* [ACTION ITEM] In the records below, find each line with "stream" and copy it.

Saved entries
---*---

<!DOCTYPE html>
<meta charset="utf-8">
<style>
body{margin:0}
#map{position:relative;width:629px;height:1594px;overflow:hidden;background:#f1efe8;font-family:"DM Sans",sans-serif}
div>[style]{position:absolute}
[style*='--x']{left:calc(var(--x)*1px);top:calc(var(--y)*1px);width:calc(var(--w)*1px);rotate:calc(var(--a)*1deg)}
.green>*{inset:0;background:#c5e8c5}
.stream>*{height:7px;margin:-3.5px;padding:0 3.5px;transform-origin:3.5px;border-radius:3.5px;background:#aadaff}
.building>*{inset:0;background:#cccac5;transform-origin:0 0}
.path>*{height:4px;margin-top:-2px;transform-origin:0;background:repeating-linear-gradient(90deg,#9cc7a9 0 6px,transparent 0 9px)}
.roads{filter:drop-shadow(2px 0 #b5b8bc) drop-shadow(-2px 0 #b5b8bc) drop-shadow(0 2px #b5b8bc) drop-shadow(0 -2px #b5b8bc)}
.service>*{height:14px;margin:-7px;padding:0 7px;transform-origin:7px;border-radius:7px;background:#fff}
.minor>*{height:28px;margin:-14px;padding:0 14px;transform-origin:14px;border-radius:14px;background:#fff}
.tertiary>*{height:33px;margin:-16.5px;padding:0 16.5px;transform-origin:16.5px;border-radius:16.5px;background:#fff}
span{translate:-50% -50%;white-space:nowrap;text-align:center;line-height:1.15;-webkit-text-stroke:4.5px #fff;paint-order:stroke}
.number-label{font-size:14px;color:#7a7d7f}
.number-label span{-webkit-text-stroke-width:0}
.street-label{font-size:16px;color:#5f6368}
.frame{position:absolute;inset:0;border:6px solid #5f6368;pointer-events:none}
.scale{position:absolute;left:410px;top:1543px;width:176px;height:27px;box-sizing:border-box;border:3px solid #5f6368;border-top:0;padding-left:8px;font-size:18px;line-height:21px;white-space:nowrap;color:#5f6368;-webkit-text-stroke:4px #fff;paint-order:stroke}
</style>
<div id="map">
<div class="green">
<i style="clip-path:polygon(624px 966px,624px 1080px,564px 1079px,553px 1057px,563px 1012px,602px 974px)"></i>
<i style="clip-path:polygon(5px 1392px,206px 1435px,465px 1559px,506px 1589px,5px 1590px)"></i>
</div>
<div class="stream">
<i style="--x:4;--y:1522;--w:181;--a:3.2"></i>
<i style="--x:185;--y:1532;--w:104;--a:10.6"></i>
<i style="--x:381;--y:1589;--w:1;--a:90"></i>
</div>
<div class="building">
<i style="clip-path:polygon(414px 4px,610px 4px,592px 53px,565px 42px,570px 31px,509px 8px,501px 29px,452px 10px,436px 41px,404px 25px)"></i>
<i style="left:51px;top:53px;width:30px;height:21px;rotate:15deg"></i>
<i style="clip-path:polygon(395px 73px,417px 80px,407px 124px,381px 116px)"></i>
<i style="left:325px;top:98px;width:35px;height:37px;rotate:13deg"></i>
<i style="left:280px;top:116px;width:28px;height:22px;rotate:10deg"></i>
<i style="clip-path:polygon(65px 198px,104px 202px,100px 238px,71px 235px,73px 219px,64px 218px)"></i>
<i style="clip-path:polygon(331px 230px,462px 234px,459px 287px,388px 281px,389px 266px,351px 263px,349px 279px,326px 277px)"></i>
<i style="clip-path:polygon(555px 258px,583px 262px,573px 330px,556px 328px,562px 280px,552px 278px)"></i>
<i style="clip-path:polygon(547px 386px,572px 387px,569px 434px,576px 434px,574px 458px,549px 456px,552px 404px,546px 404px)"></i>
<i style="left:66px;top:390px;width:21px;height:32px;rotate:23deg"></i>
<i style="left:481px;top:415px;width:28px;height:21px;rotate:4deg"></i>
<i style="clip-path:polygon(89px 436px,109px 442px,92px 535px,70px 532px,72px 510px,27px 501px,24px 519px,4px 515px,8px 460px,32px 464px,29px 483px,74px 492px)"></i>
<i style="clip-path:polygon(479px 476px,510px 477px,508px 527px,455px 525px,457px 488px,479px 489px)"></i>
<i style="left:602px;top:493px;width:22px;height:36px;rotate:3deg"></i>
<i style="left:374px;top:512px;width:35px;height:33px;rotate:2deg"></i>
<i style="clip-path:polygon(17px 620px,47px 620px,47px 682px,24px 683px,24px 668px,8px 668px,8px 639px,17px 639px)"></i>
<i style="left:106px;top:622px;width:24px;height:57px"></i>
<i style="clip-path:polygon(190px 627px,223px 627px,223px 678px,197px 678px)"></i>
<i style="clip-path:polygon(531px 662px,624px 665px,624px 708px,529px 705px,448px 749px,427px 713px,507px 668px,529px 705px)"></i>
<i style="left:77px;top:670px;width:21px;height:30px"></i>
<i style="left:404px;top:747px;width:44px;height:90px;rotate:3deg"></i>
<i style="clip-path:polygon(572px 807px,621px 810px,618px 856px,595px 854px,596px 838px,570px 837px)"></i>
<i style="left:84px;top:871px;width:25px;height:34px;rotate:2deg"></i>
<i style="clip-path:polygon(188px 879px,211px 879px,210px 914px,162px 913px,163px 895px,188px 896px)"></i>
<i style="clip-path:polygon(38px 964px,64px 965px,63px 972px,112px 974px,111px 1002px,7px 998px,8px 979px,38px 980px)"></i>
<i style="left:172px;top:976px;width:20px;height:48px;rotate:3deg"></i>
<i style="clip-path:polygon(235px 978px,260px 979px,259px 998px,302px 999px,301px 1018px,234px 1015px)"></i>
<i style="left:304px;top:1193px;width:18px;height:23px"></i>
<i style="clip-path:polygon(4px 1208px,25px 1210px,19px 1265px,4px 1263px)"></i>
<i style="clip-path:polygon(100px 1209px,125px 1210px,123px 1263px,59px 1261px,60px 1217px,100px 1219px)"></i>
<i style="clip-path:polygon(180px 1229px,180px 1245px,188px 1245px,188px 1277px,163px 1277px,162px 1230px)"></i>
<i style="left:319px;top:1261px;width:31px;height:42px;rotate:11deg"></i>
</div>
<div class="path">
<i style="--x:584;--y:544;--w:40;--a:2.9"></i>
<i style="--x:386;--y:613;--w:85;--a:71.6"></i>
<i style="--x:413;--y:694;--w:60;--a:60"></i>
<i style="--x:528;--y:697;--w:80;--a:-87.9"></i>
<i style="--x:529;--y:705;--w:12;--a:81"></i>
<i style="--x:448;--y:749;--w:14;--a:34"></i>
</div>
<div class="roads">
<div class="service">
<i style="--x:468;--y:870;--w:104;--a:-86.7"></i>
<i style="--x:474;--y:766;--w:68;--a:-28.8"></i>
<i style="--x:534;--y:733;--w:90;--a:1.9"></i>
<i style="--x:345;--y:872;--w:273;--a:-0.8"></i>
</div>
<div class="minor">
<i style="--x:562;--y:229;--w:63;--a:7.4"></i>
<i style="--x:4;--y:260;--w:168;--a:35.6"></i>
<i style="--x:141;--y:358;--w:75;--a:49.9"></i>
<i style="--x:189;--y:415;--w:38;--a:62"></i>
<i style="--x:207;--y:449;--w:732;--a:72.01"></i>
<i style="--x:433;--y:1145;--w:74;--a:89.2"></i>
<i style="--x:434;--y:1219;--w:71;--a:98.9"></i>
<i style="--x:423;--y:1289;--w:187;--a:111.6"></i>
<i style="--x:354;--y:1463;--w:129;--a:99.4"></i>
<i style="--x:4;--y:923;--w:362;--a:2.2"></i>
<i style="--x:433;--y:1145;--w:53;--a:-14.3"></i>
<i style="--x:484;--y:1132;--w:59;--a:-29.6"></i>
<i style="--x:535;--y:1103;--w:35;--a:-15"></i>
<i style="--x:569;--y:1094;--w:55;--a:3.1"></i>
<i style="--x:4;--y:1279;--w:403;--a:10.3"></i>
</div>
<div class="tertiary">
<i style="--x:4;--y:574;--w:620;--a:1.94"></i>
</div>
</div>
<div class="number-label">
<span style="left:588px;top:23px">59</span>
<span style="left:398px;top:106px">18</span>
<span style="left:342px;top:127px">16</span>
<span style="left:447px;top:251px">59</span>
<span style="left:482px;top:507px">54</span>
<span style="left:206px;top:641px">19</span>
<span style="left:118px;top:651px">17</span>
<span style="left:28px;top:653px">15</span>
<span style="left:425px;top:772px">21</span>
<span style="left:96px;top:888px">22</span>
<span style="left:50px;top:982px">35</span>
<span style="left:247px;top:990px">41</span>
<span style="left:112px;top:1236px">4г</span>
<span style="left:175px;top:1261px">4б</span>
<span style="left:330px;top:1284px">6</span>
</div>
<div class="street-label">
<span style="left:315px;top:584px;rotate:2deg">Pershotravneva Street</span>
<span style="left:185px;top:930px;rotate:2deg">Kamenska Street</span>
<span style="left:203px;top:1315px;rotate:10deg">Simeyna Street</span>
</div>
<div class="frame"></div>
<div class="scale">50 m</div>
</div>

---*---

* [ANSWER SECTION]
.stream>*{height:7px;margin:-3.5px;padding:0 3.5px;transform-origin:3.5px;border-radius:3.5px;background:#aadaff}
<div class="stream">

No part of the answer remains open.